Problem to solve: Which of the lines below holds the string "none"? Copy every line that does.

/---

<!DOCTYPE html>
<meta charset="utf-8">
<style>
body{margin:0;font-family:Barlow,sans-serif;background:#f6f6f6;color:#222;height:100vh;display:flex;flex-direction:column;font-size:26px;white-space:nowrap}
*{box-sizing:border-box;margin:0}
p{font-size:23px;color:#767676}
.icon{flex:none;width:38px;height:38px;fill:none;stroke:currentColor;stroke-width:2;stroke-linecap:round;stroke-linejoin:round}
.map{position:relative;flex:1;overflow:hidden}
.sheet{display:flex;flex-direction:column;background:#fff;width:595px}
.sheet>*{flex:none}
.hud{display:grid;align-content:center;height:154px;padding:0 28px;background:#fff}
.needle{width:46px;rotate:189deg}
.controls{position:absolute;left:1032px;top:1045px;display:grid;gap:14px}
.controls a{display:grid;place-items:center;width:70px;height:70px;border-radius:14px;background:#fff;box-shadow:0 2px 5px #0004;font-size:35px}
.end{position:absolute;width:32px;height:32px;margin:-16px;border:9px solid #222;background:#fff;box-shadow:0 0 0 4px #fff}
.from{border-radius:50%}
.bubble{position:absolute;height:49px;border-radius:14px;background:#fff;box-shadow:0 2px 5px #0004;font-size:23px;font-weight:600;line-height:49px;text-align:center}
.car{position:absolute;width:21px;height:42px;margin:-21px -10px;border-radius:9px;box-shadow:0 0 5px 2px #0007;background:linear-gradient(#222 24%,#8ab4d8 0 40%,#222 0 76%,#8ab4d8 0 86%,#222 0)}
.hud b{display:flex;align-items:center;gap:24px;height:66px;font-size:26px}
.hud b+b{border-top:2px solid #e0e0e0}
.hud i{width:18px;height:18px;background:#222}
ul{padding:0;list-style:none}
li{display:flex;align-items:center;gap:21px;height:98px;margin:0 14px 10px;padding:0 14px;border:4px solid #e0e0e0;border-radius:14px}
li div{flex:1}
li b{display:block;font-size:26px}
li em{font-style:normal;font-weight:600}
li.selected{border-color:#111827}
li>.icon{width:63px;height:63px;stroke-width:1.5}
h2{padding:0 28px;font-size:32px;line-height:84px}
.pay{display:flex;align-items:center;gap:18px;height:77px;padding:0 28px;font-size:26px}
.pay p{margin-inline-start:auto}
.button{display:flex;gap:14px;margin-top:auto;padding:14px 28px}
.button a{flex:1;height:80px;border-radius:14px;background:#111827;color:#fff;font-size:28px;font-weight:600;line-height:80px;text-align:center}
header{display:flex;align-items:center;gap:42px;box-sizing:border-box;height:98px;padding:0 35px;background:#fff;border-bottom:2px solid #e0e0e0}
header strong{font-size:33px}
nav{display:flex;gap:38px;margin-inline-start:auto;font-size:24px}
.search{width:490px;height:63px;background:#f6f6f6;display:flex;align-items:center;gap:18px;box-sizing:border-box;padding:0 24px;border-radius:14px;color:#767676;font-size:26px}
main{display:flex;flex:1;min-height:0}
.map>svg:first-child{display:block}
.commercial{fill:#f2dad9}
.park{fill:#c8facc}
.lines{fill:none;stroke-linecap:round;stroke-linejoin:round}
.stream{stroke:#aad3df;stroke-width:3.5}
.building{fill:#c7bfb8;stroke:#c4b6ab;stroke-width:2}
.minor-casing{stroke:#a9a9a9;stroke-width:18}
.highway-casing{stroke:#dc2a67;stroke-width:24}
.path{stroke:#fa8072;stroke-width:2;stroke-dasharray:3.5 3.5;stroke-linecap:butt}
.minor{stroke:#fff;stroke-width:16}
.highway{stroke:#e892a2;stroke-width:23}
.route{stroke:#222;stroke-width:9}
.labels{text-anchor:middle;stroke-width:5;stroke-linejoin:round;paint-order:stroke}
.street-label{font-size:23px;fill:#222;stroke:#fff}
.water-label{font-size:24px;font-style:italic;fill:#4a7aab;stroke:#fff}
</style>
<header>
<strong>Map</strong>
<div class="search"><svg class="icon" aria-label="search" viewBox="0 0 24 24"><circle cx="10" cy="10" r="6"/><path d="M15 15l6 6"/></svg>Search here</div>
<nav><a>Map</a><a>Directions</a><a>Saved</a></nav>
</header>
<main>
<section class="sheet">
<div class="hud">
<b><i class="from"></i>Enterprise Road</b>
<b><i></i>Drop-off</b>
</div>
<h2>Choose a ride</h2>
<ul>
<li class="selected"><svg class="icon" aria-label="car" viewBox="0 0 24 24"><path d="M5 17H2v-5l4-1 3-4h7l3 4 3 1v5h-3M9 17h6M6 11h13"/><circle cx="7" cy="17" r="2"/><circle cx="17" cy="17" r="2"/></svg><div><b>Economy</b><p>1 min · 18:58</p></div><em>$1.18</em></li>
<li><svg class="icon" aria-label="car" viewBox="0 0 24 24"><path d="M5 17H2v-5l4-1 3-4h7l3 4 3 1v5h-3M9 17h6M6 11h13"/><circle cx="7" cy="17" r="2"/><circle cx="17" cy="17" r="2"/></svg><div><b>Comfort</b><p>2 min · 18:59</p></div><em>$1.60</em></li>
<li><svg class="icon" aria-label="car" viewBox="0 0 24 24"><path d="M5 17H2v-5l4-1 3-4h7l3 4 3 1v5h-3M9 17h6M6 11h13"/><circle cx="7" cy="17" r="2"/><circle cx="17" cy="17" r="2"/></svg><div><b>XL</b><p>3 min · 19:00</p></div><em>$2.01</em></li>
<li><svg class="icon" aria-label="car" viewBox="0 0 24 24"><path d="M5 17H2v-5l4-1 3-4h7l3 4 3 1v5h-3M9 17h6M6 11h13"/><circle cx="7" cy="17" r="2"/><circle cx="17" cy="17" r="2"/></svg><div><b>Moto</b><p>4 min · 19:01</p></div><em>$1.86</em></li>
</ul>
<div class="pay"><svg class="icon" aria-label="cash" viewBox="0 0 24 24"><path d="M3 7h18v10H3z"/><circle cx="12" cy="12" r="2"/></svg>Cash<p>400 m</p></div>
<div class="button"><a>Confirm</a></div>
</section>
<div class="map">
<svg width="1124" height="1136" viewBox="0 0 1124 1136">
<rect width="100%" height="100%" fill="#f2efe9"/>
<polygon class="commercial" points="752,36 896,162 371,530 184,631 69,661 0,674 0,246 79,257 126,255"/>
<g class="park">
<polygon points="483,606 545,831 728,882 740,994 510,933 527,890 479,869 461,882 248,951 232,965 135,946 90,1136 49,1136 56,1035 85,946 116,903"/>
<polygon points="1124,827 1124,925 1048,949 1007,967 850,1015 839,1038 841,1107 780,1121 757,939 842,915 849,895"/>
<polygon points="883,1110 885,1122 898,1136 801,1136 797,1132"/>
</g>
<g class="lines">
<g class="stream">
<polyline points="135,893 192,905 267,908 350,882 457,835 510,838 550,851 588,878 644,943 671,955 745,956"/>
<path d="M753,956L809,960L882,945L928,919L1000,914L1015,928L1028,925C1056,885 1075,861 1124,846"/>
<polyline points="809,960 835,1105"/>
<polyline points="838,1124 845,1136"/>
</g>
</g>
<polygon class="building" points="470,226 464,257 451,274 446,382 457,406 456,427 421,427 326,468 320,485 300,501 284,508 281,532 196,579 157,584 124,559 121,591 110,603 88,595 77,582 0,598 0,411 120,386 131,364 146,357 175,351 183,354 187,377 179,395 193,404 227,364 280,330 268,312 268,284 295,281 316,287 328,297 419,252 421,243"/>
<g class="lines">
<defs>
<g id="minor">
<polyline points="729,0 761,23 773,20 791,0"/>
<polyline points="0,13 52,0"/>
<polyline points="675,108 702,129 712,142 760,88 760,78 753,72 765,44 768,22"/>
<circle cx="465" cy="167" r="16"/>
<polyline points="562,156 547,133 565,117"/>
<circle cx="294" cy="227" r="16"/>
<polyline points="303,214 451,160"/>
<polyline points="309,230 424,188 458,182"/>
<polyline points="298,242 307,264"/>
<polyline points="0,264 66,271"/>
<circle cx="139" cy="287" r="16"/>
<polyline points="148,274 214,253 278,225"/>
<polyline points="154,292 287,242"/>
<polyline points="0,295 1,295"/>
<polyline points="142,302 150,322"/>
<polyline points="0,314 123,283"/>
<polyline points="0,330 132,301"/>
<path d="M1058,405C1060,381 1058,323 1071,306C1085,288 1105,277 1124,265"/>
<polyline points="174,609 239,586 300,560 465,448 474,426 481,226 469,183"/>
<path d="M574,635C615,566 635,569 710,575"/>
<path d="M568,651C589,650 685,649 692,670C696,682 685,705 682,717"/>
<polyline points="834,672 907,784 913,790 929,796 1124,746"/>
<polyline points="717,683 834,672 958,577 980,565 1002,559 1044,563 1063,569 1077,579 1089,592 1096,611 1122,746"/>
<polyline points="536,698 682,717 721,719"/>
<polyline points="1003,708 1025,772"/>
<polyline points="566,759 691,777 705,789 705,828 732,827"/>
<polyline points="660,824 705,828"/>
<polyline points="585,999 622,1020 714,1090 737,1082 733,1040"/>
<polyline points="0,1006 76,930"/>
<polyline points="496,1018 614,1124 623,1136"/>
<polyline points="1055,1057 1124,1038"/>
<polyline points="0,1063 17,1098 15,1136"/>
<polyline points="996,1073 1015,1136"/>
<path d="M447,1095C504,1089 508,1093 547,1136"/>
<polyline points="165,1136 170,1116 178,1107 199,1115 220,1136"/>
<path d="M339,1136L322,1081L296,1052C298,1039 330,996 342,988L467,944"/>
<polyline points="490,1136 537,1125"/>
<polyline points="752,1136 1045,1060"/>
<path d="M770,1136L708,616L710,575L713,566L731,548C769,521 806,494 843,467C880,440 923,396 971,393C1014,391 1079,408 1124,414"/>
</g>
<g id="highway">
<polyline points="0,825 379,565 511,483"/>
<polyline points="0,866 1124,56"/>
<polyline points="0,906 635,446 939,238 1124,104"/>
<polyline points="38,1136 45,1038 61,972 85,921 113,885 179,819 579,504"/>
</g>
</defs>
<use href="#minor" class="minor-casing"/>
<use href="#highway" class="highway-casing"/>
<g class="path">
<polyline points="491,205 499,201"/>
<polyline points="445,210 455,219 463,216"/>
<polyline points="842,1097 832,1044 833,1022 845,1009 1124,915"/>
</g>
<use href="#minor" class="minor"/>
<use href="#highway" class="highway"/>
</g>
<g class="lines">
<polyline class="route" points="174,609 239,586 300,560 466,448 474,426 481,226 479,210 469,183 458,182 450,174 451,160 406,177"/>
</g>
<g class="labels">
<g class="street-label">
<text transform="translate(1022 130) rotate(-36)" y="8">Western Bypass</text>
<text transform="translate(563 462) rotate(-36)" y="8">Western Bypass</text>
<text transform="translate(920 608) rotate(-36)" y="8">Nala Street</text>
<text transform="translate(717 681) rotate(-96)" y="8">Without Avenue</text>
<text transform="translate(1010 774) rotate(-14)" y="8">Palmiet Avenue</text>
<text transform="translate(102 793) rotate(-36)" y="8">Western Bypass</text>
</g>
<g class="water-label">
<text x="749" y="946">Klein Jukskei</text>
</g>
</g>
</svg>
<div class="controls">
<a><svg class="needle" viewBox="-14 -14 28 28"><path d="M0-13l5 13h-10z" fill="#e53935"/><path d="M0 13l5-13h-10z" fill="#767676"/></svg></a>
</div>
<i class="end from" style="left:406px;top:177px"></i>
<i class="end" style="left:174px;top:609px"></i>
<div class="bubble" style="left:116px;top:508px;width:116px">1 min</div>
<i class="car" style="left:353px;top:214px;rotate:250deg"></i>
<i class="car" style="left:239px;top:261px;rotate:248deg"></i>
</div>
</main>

\---

Written response:
.icon{flex:none;width:38px;height:38px;fill:none;stroke:currentColor;stroke-width:2;stroke-linecap:round;stroke-linejoin:round}
.sheet>*{flex:none}
ul{padding:0;list-style:none}
.lines{fill:none;stroke-linecap:round;stroke-linejoin:round}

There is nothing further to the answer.